UNITED STATES DISTRICT COURT FOR THE NORTHERN DISTRICT OF IOWA EASTERN DIVISION
Nov 24, 2014
No. 14-CR-2036-LRR (N.D. Iowa Nov. 24, 2014)

Opinion

No. 14-CR-2036-LRR

11-24-2014

UNITED STATES OF AMERICA, Plaintiff, v. DONTAY DAKWON SANFORD, Defendant.


ORDER

I. INTRODUCTION

The matter before the court is Defendant Dontay Dakwon Sanford's Objections (docket no. 31) to United States Magistrate Judge Jon S. Scoles's Report and Recommendation (docket no. 24), which recommends that the court deny Defendant's Motion to Suppress ("Motion") (docket no. 18).

II. RELEVANT PROCEDURAL HISTORY

On July 23, 2014, the grand jury returned a one-count Indictment (docket no. 2) charging Defendant with possession of a firearm and ammunition by a felon in violation of 18 U.S.C. § 922(g)(1). On October 2, 2014, Defendant filed the Motion. On October 9, 2014, the government filed a Resistance (docket no. 21). On October 14, 2014, Judge Scoles held a hearing on the Motion. See October 14, 2014 Minute Entry (docket no. 22). Defendant appeared in court with his attorney, Anne Laverty. Special Assistant United States Attorney Lisa Williams represented the government. On November 5, 2014, Defendant filed his Objections. The Objections and Report and Recommendation are fully submitted and ready for decision.

III. STANDARD OF REVIEW

When a party files a timely objection to a magistrate judge's report and recommendation, "[a] judge of the court shall make a de novo determination of those portions of the report or specified proposed findings or recommendations to which objection is made." 28 U.S.C. § 636(b)(1); see also Fed. R. Crim. P. 59(b)(3) ("The district judge must consider de novo any objection to the magistrate judge's recommendation."); United States v. Lothridge, 324 F.3d 599, 600 (8th Cir. 2003) (noting that a district judge must "undertake[] a de novo review of the disputed portions of a magistrate judge's report and recommendations"). "A judge of the court may accept, reject, or modify, in whole or in part, the findings or recommendations made by the magistrate judge." 28 U.S.C. § 636(b)(1); see also Fed. R. Crim. P. 59(b)(3) ("The district judge may accept, reject, or modify the recommendation, receive further evidence, or resubmit the matter to the magistrate judge with instructions."). It is reversible error for a district court to fail to engage in a de novo review of a magistrate judge's report when such review is required. Lothridge, 324 F.3d at 600. Accordingly, the court reviews the disputed portions of the Report and Recommendation de novo.

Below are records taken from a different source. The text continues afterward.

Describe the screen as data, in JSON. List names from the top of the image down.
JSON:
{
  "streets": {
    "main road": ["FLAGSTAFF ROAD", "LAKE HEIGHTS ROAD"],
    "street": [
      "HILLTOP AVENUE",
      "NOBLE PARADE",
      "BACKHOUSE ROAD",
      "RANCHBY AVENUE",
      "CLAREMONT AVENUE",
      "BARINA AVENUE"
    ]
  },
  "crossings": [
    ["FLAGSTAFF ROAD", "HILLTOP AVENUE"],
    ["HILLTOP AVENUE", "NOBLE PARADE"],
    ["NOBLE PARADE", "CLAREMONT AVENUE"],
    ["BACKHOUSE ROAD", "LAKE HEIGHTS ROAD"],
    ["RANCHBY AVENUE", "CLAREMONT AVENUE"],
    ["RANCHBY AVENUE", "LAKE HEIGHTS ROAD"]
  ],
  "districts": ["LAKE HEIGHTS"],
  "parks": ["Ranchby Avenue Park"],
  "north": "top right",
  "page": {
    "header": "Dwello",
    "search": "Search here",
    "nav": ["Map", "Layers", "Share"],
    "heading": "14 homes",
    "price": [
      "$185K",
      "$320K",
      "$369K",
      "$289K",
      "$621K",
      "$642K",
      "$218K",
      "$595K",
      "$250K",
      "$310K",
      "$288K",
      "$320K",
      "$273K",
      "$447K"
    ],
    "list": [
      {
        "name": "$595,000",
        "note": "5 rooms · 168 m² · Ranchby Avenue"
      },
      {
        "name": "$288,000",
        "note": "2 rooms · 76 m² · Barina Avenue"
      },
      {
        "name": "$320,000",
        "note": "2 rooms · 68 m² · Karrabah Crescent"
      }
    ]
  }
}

IV. RELEVANT FACTUAL BACKGROUND

After reviewing the October 14, 2014 Hearing Transcript (docket no. 27), the court finds that Judge Scoles accurately and thoroughly set forth the relevant facts in the Report and Recommendation. See Report and Recommendation at 2-5. Accordingly, the court only briefly summarizes the facts. When relevant, the court relies on and discusses additional facts in conjunction with its analysis of the law.

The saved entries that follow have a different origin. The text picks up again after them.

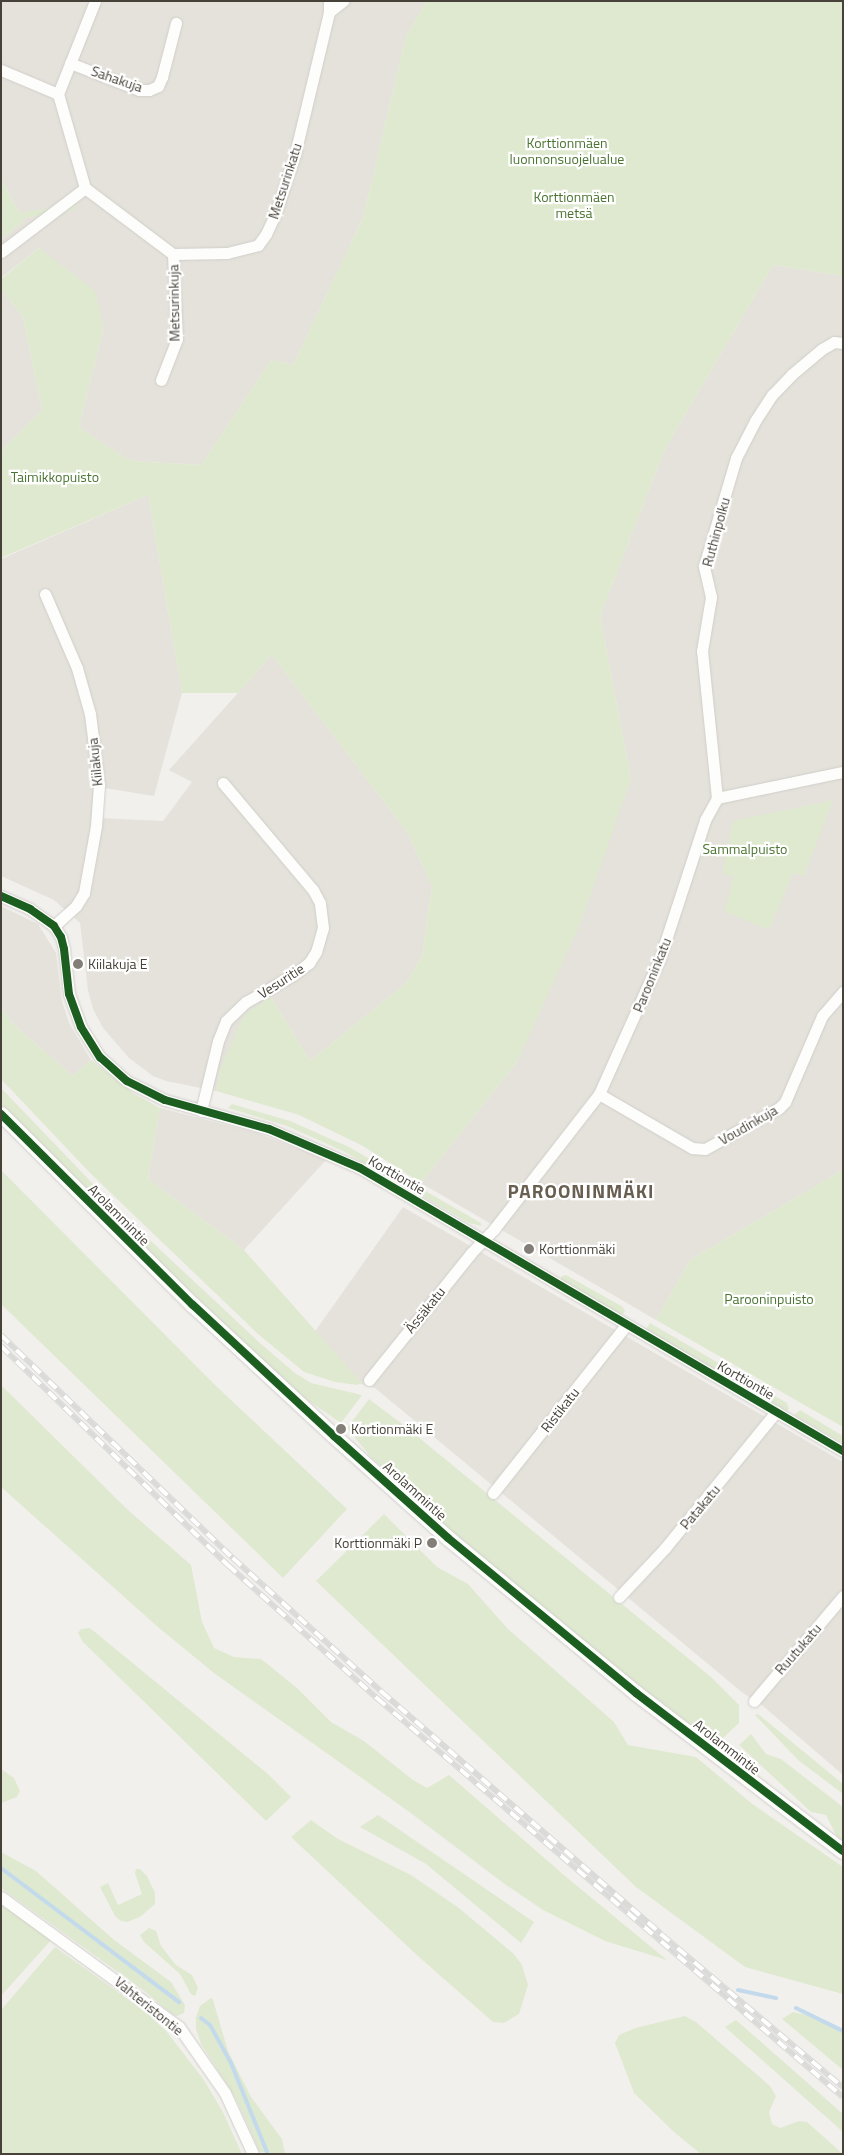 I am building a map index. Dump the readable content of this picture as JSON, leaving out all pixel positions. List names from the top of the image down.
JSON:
{
  "streets": {
    "street": [
      "Sahakuja",
      "Metsurinkatu",
      "Metsurinkuja",
      "Ruthinpolku",
      "Kiilakuja",
      "Parooninkatu",
      "Vesuritie",
      "Voudinkuja",
      "Korttiontie",
      "Arolammintie",
      "Ässäkatu",
      "Ristikatu",
      "Patakatu",
      "Ruutukatu",
      "Vahteristontie"
    ]
  },
  "crossings": [
    ["Metsurinkatu", "Metsurinkuja"],
    ["Ruthinpolku", "Parooninkatu"],
    ["Kiilakuja", "Korttiontie"],
    ["Parooninkatu", "Voudinkuja"],
    ["Parooninkatu", "Korttiontie"],
    ["Parooninkatu", "Ässäkatu"],
    ["Vesuritie", "Korttiontie"],
    ["Korttiontie", "Ässäkatu"],
    ["Korttiontie", "Ristikatu"],
    ["Korttiontie", "Patakatu"]
  ],
  "districts": ["PAROONINMÄKI"],
  "parks": [
    "Korttionmäen luonnonsuojelualue",
    "Korttionmäen metsä",
    "Taimikkopuisto",
    "Sammalpuisto",
    "Parooninpuisto"
  ],
  "places": [
    "Kiilakuja E",
    "Korttionmäki",
    "Kortionmäki E",
    "Korttionmäki P"
  ]
}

On July 6, 2014, the Waterloo Police Department received a call from an employee at a local bar that someone was making threats. The area around the bar has "a very high call volume" and has many violent crimes such as large fights, shootings and stabbings. Hearing Transcript at 50. At approximately 1:15 a.m., police dispatch relayed the threats over the radio and described the subject making the threats as a black male with dreadlocks, wearing a white shirt and blue shorts.

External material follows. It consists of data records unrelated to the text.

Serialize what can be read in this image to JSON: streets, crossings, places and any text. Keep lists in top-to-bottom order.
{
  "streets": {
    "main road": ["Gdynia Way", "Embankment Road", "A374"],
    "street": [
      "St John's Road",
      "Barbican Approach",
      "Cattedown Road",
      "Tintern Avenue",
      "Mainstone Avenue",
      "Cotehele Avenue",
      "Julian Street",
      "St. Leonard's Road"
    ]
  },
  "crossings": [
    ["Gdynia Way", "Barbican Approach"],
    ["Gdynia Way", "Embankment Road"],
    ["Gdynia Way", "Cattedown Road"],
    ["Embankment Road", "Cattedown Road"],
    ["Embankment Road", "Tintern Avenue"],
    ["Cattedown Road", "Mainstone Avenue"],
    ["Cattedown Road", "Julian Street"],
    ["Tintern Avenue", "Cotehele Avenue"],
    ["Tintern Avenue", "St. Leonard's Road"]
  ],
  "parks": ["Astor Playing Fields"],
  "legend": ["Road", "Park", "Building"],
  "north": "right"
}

Officers Ryan Muhlenbruch and Dustin Yates responded to the call. Officer Muhlenbruch arrived on the scene first and spotted an individual who matched the description provided by dispatch. This individual was later identified as Defendant. Officer Muhlenbruch stopped his patrol car in an alley where Defendant was walking and observed Defendant heading towards a parked vehicle. Officer Muhlenbruch exited his patrol car and called "hey, partner" and motioned for Defendant to come towards him. There were multiple other individuals in the alley, one of which was seated in the driver's seat of the same parked vehicle. In response to Officer Muhlenbruch's words and motions, the individual in the driver's seat exited the vehicle with his hands in the air and walked away from the scene. Defendant, however, looked at Officer Muhlenbruch and proceeded to enter the front passenger's side of the vehicle and close the door.

Officer Muhlenbruch approached the vehicle with a flashlight and observed Defendant leaning down in the passenger's seat acting as though he was concealing something under his seat. Officer Muhlenbruch drew his firearm and instructed Defendant to exit the vehicle with his hands up. Officer Muhlenbruch immediately recognized Defendant from previous violent crime incidents. Being the only officer with multiple other individuals on the scene, Officer Muhlenbruch pressed Defendant against the vehicle with his firearm drawn. Shortly thereafter, Officer Yates arrived on the scene, at which point Officer Muhlenbruch placed Defendant in handcuffs, performed a pat-down search and placed Defendant in the back seat of his patrol car. Officer Muhlenbruch testified that Defendant was not under arrest at this point, but was handcuffed in the patrol car for officer safety.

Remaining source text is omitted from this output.